▶ _PROBLEM STATEMENT_
Each entry is to be reproduced verbatim, and images are to be omitted.

▶ _DATA PROVIDED_
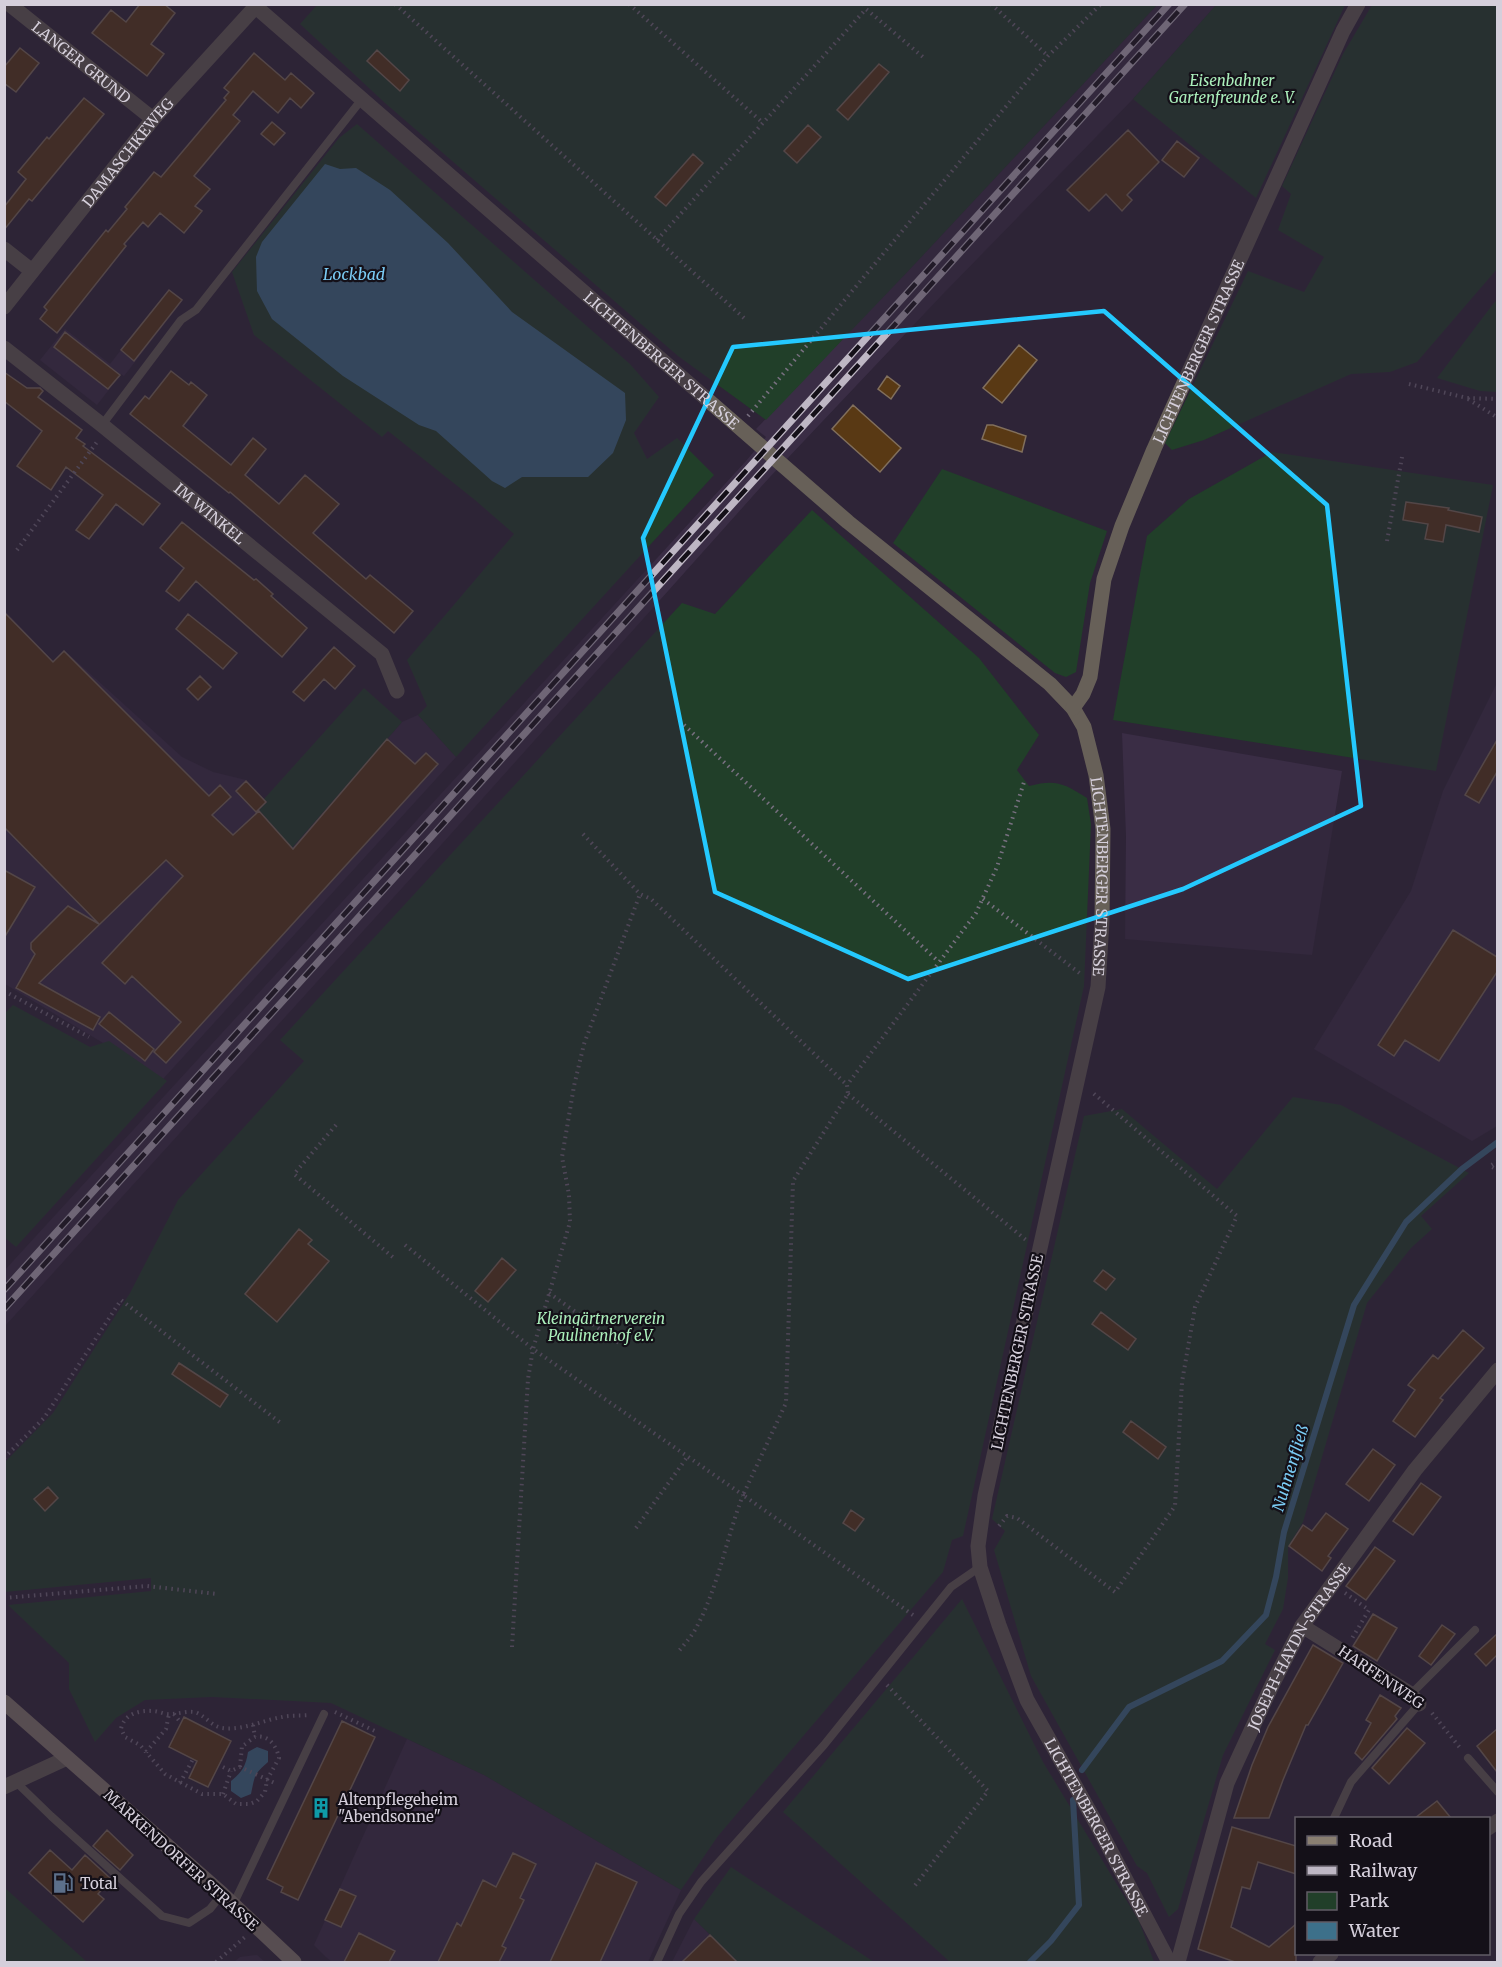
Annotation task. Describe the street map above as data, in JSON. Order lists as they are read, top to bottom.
{
  "streets": {
    "street": [
      "LANGER GRUND",
      "DAMASCHKEWEG",
      "LICHTENBERGER STRASSE",
      "IM WINKEL",
      "JOSEPH-HAYDN-STRASSE",
      "HARFENWEG",
      "MARKENDORFER STRASSE"
    ]
  },
  "crossings": [
    ["LANGER GRUND", "DAMASCHKEWEG"],
    ["DAMASCHKEWEG", "LICHTENBERGER STRASSE"],
    ["JOSEPH-HAYDN-STRASSE", "HARFENWEG"]
  ],
  "water": ["Lockbad", "Nuhnenfließ"],
  "parks": ["Eisenbahner Gartenfreunde e. V.", "Kleingärtnerverein Paulinenhof e.V."],
  "places": {
    "building": ["Altenpflegeheim \"Abendsonne\""],
    "fuel station": ["Total"]
  },
  "legend": [
    "Road",
    "Railway",
    "Park",
    "Water"
  ]
}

▶ _ANSWER BOX_
Annotation task. Describe the street map above as data, in JSON. Order lists as they are read, top to bottom.
{
  "streets": {
    "street": [
      "LANGER GRUND",
      "DAMASCHKEWEG",
      "LICHTENBERGER STRASSE",
      "IM WINKEL",
      "JOSEPH-HAYDN-STRASSE",
      "HARFENWEG",
      "MARKENDORFER STRASSE"
    ]
  },
  "crossings": [
    ["LANGER GRUND", "DAMASCHKEWEG"],
    ["DAMASCHKEWEG", "LICHTENBERGER STRASSE"],
    ["JOSEPH-HAYDN-STRASSE", "HARFENWEG"]
  ],
  "water": ["Lockbad", "Nuhnenfließ"],
  "parks": ["Eisenbahner Gartenfreunde e. V.", "Kleingärtnerverein Paulinenhof e.V."],
  "places": {
    "building": ["Altenpflegeheim \"Abendsonne\""],
    "fuel station": ["Total"]
  },
  "legend": [
    "Road",
    "Railway",
    "Park",
    "Water"
  ]
}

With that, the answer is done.